→ What the task requires
Find all lines in the records that include the word "direction", and copy them out.

→ Information provided

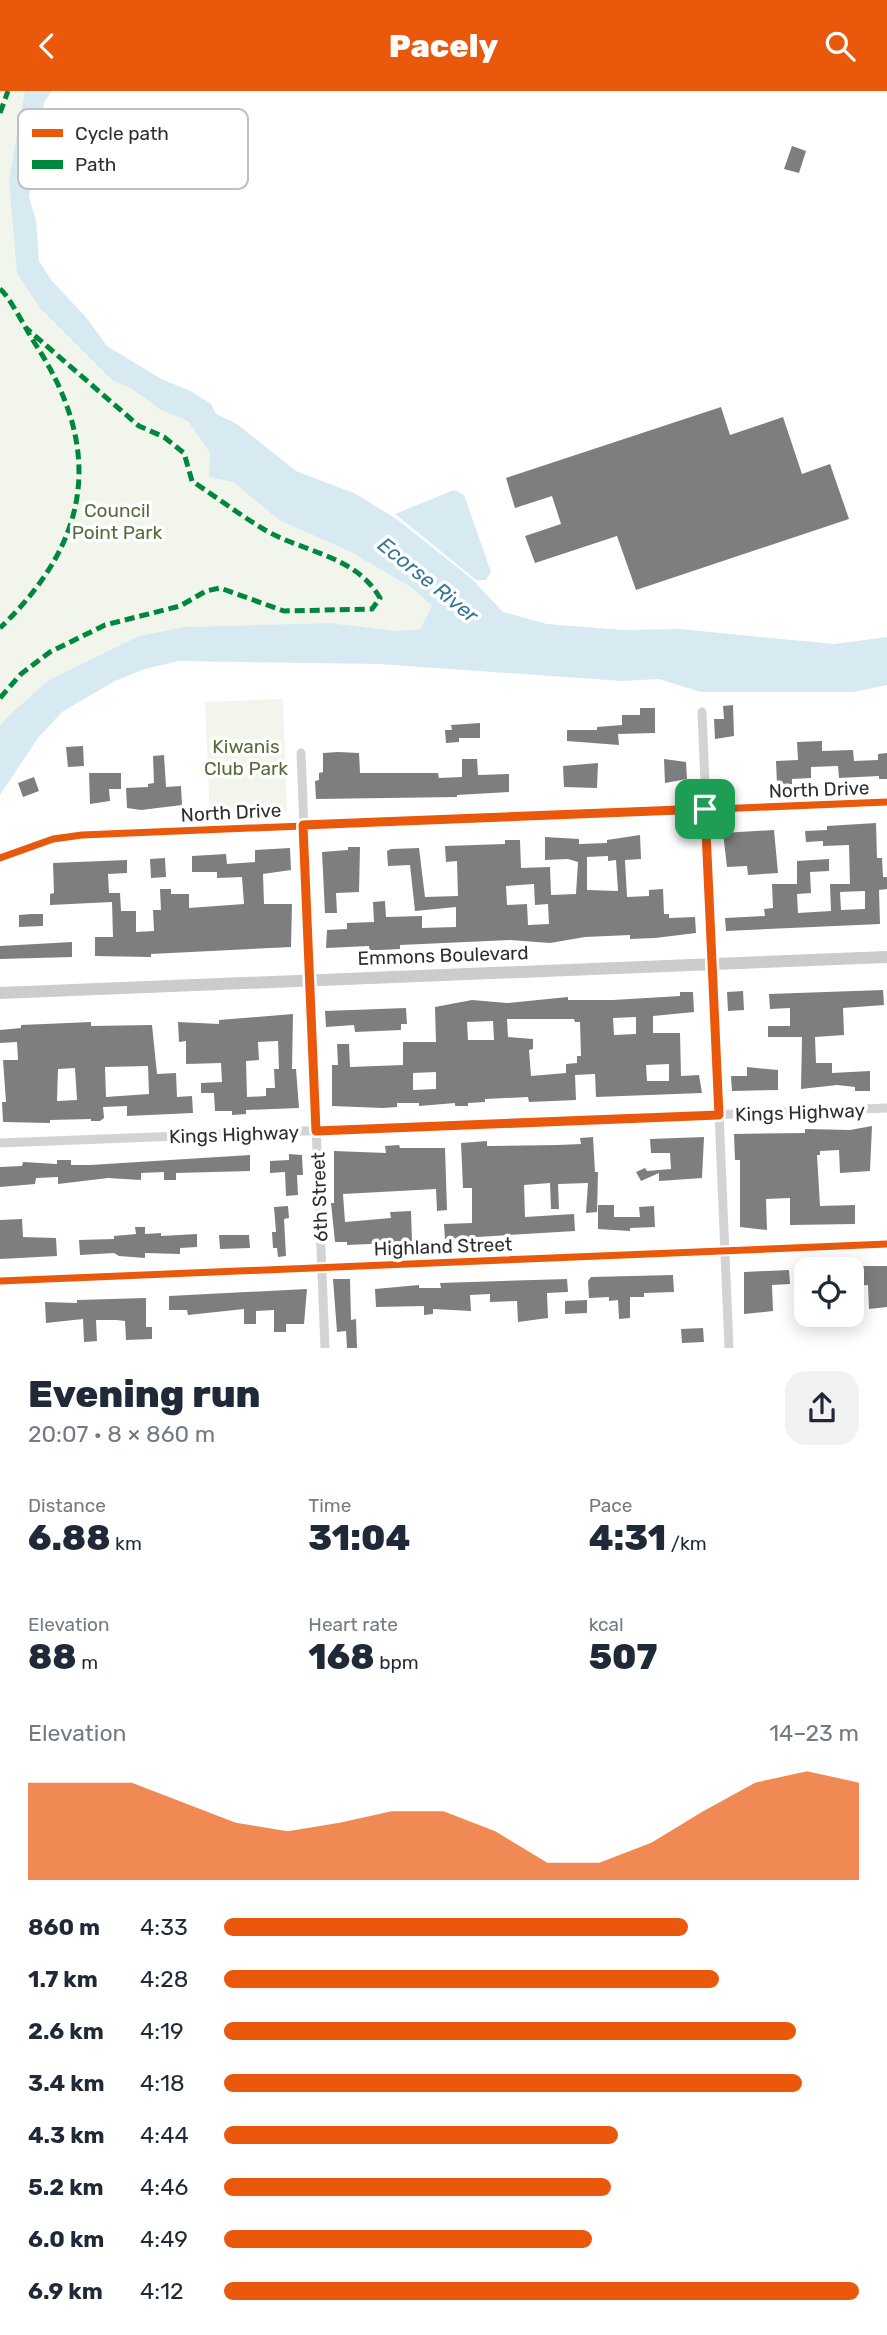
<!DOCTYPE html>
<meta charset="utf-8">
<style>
:root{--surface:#fff;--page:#f2f2f3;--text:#1f2937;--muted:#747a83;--accent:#ea580c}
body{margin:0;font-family:Rubik,sans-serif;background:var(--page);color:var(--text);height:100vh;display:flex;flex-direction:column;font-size:26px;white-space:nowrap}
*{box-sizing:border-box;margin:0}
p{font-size:23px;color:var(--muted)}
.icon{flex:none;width:38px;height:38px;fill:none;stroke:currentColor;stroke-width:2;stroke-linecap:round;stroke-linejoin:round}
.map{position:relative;height:1257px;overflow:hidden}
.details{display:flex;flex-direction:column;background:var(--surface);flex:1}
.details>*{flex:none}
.tools{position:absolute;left:794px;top:1166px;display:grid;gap:14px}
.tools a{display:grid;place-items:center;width:70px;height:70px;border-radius:14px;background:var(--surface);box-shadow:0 4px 18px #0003;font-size:35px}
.pin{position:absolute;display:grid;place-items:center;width:60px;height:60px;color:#fff;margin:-30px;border-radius:14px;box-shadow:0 4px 10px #0006}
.round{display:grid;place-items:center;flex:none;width:74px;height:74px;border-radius:21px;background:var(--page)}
.head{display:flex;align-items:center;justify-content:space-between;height:119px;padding:0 28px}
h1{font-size:38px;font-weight:800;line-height:52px}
.stats{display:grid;grid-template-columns:repeat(3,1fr);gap:10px;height:119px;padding:7px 28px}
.stats div{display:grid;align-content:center}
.stats b{font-size:35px;font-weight:800}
.stats small{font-size:19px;font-weight:400}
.stats p{font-size:19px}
.chart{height:196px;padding:14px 28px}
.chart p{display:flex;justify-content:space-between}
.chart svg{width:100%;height:126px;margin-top:7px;fill:var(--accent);opacity:.7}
ul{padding:0 28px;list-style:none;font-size:23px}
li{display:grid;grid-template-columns:112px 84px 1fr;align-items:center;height:52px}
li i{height:18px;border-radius:9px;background:var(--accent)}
header{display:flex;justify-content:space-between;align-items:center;height:91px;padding:0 28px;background:var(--accent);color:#fff;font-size:32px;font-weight:800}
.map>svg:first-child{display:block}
.green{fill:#f1f5eb}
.water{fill:#d7eaf2}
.building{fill:#7e7e7e;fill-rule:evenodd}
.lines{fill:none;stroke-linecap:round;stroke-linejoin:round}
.street{stroke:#d3d3d3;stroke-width:9}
.secondary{stroke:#ccc;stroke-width:12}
.quiet{stroke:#00873e;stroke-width:5;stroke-dasharray:10 5;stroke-linecap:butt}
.cycleway-casing{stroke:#fff;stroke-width:11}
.cycleway{stroke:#e8590c;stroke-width:7}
.route-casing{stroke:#fff;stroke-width:14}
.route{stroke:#ea580c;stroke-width:9}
.labels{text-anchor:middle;stroke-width:7;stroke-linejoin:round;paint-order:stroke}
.park-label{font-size:19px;fill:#556c39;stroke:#fff}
.street-label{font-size:19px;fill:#2e2e2e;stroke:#fff}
.water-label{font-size:21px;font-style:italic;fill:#387795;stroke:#fff}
.key{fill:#fff;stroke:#c0c0c0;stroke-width:2}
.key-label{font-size:19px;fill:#2e2e2e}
</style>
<header><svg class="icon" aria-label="back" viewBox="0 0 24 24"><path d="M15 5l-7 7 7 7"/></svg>Pacely<svg class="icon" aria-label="search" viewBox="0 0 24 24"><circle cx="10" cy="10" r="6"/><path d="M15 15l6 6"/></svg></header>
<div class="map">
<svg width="887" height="1257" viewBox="0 0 887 1257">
<rect width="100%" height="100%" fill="#fff"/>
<path class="green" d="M0,0H42L21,87L32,169L105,264L216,323L233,391L279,429L351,461L412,497L432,515L420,538L395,540L330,532L184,536L139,545L49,589L0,635Z
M283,608L287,721L210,724L205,611Z"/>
<path class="water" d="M25,0H52L45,10L33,53L35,69L29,106L36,129L39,170L52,190L85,225L107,255L163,289L189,299L211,313L216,323L237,333L296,380L356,403L398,429L472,488L503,521L547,533L623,539L680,538L834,553L887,546V594L853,601H701L659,588L622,590L379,573L179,570L145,578L115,590L62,621L38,647L0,704V635L5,628L49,589L139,545L184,536L330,532L395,540L420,538L432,515L412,497L351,461L279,429L233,391L209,386L210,362L188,330L161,319L132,298L112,289L40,217L17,182L9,89Z
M454,399L464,404L491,481L486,489H476L395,423Z"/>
<path class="building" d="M792,55L806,60L799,82L784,78Z
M721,316L730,344L783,326L802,383L830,373L849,428L636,499L617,445L535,472L525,445L561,433L552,405L515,417L506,387Z
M733,614L734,645L715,648L714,628H724L723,615Z
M640,617H655V642L618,643L619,654L567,650V639H597V636L622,634V624H640Z
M480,632V647H459V651L446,652L445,639H452L451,634Z
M822,650V660L853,659L854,670L878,669V663L887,662V688H879V685L839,687L838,675L811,676V687L792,688V693H777L776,670L798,669L797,651Z
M83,655L84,675L68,676L66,656Z
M338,661L359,662L360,682H438L439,687L462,686V668H477L478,684L509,683V701L457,704V706L316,708L315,690L319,689V682L323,681V662Z
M164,664L166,696L181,695L182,714L141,719L127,717L126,697L148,696V693L154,692L153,665Z
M664,668L686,671L687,688L665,692Z
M598,672L597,697L564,696L563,675Z
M89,682H121V698H109L110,710L90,713Z
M34,686L39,700L23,706L18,692Z
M876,732L877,767H882L883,786H887V798L879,799L880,833L726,840L725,827L765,825L764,818L773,817L772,793H797V770L829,768V780L810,781L811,802L797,803L798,822L831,820L830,793H850L849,754L823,755V750L806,751L805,740L827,739V735ZM865,800V818L841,819L840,801Z
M774,739L778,782L748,784L747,775L727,776L723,742Z
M640,744L641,768L625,769L627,806L649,805V799L663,798L664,823H669V827L695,826L696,842L655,847L630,848V844L585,846L550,852L510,849L400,854V858L379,859H369V855L326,857L327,839L347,838V832L374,831L373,811L385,810L386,826L422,825V837L456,836V816L415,820L410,774L388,775L387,760L391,758L419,757L425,806L458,805L457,770L446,771L445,755L505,753V749H520L521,777L550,776L551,804L576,803L578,771L568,768L545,769V746L579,748V753L607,752V749ZM608,765V770L616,769L618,800L587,799V766ZM534,793L535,814L548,813L549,833L528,834L527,813L507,814L506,795Z
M348,756H360L359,801L336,802L337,822H325L322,761L348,759Z
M290,757L291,779L263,783L264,813H292L291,856L151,863V866L95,865V846H113L112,811L50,814V803L54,802L53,772L127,769V782L108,783L109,802H120L121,820H136V841L154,840L153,819H161L160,798H171V803H189V817L244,813L242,786L217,787V781H192V765L226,763L227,773L255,771V759Z
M165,767L166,786L151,787L150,768Z
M31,823H43V835L19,836V824Z
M72,851V866L0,868V855Z
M883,899L884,914L843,917L844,944L815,946L816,972H832V982L870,980V1000H855V996L837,994L801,998L802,946H768V935H790V917L770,918L769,903Z
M743,900L744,919L728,920L727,901Z
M680,901H693L694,921L653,925V942H680L681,985L699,984L702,1002L596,1006L595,983L575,984L576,1009L529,1011L528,1006L485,1008V1011L468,1012V1015H455V1012L419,1015V1012H397V1016L383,1017L332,1015V974H338L337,953H349L350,976L403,974V951H436L435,916L472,909L507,912L568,906V909H613L680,905ZM636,926V943L614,944L613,927ZM507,928H574L575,931H580L581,965H577V972L566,973V982L531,985L529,959L533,958V948L508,946ZM493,930L494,949H468L467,931ZM669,973V990H647L646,974ZM436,981V998L413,999V982Z
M406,917L407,933H401V939L355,941L354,934L326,936L325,920Z
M293,923L292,978H296L299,1017L246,1019V1023L232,1024V1020H215L214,1002H201V992L222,991L221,972L186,973V950L179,951L178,931L219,933V929ZM278,950L279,978H274L275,997H266V1005L247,1006L246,970L259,969L258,951Z
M91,931V935L152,934L157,983L176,982L177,1006L192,1005L193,1022L127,1025V1015L103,1016L104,1027L100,1030H91V1028L50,1029V1032L3,1031L2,1011H6L3,969H18L17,951L0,952V939L21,937V934ZM148,975L149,1003L106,1006L105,976ZM75,977L77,1009L57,1010L58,978Z
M747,976L778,979V999L732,1000L731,985H747Z
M872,1035L870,1080L840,1082L839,1059L820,1060V1064H817L820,1115L855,1114V1133L790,1134V1107L766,1108L767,1139L740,1136V1069H735L734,1043L805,1042V1038L850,1039Z
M593,1046L595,1081H598L597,1121L586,1122L588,1092L558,1093L559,1118H551L550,1092L524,1094L525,1126L574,1123L575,1140L445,1148L444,1133L472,1132V1097H463L461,1052L487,1050V1055L558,1054L581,1053L580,1047Z
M704,1046L702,1087L659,1090V1082L641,1090L636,1081L645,1077L647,1080L671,1078L670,1062H651L650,1048Z
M399,1054L400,1057H445L447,1119L437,1120L436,1098L343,1103L345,1131L391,1127L390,1121L411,1120L412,1151L347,1154V1151H335L331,1112H334V1060L386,1062L385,1055Z
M289,1063L302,1064L303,1084H297L298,1104L286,1105L285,1081L270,1082V1070L289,1069Z
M250,1064V1080L176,1082V1089H164V1081L141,1082V1089L108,1087L58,1093V1086L36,1087L35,1093L0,1096V1076L22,1075L23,1071L57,1073V1069H71V1074H90Z
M598,1114H614V1126H640L639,1116L654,1115L655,1136L630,1137V1140L598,1138Z
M288,1115L289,1127L284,1128L286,1165L278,1166L277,1157H273L272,1141H276L274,1116Z
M22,1128L23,1146L56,1147L57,1165L0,1168V1129Z
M135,1136H145V1143L161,1142V1145L197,1143V1156L180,1157V1163L145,1162V1167L119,1165L114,1162L80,1164L79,1149L114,1148V1145L136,1143Z
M219,1144H249L250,1157L220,1158Z
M863,1175H887V1216L869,1218L868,1194L852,1195V1177Z
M789,1179L790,1193L772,1194L773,1220L744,1223V1181Z
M673,1184L674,1201L644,1202V1206H630V1227L619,1228L618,1209L609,1210V1206L589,1207L588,1190L591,1186Z
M333,1188H350L351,1229L356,1228L357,1257H347L346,1240L337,1241Z
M567,1188L568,1201L547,1202L548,1227L518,1231L517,1210L490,1211V1203L470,1204L471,1220L433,1218V1223L424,1224V1215L376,1216L375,1198L419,1194V1197H441L440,1192Z
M307,1198L304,1233H286V1241H274V1219L256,1220V1233H244V1218L188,1224L187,1219H169V1205Z
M146,1207V1236H152V1248L126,1249L125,1230L116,1229H96L97,1250L84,1251L83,1228L46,1232L45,1211L77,1212V1209Z
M587,1209V1222L565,1223V1210Z
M703,1237L704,1251L682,1252L681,1238Z"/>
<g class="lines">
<path class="street" d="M702,621L729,1257
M301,662L325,1257
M0,767L53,748L82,744L887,711
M0,1052L887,1017
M0,1190L887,1153"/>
<path class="secondary" d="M0,902L887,866"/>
<path class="quiet" d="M0,22L8,0
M0,198C8,203 27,240 34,251C104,357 92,449 0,537
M0,607L21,583L50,561L105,534L180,515L206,500L220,497L284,520L372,518L380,507C355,464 305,462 265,439C240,424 216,406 192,390L184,362L164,346L139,335L26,237"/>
<defs>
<path id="cycleway" d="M0,767L53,748L82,744L887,711
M0,1190L887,1153"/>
</defs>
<use href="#cycleway" class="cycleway-casing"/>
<use href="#cycleway" class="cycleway"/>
</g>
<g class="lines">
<defs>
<path id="route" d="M705,718L719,1024L316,1040L303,734Z"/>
</defs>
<use href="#route" class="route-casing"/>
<use href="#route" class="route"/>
</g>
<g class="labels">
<g class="park-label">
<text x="117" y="426">Council<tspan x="117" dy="22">Point Park</tspan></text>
<text x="246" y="662">Kiwanis<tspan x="246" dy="22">Club Park</tspan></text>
</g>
<g class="street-label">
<text transform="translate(819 698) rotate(-2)" y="7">North Drive</text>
<text transform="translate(231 721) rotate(-3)" y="7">North Drive</text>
<text transform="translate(443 864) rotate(-2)" y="7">Emmons Boulevard</text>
<text transform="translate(800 1021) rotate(-2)" y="7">Kings Highway</text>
<text transform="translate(234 1043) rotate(-2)" y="7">Kings Highway</text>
<text transform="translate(319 1106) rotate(-92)" y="7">6th Street</text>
<text transform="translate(443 1155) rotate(-2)" y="7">Highland Street</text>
</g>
<g class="water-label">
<text transform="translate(428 489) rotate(39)" y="7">Ecorse River</text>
</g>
</g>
<rect x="18" y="18" width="230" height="80" rx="10" class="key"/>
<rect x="32" y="38" width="31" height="8" fill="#e8590c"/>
<rect x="32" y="69" width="31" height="9" fill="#00873e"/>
<g class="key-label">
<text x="75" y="49">Cycle path</text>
<text x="75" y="80">Path</text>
</g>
</svg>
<div class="tools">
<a><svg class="icon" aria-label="locate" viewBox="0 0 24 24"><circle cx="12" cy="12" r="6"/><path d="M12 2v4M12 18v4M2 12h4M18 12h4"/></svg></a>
</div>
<div class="pin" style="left:705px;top:718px;background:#1e9e55"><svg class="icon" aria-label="arrive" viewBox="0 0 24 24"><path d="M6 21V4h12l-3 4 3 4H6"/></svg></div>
</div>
<section class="details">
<div class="head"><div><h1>Evening run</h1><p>20:07 · 8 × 860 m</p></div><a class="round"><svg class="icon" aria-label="share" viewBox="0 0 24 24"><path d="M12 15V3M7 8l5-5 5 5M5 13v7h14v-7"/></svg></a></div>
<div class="stats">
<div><p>Distance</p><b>6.88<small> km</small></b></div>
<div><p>Time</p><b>31:04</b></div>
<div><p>Pace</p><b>4:31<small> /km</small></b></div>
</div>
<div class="stats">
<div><p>Elevation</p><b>88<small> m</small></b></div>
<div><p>Heart rate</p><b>168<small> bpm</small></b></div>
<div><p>kcal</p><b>507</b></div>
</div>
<div class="chart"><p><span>Elevation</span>14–23 m</p>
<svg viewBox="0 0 160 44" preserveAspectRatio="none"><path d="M0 44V10L10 10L20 10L30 17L40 24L50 27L60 24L70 20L80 20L90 27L100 38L110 38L120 31L130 20L140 10L150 6L160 10V44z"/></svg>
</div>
<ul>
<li><b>860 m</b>4:33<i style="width:73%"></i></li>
<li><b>1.7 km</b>4:28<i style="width:78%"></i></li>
<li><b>2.6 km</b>4:19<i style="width:90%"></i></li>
<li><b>3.4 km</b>4:18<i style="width:91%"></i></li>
<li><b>4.3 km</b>4:44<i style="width:62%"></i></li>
<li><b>5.2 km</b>4:46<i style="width:61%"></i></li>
<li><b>6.0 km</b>4:49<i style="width:58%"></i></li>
<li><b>6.9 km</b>4:12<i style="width:100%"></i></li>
</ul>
</section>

→ Solution to this task
body{margin:0;font-family:Rubik,sans-serif;background:var(--page);color:var(--text);height:100vh;display:flex;flex-direction:column;font-size:26px;white-space:nowrap}
.details{display:flex;flex-direction:column;background:var(--surface);flex:1}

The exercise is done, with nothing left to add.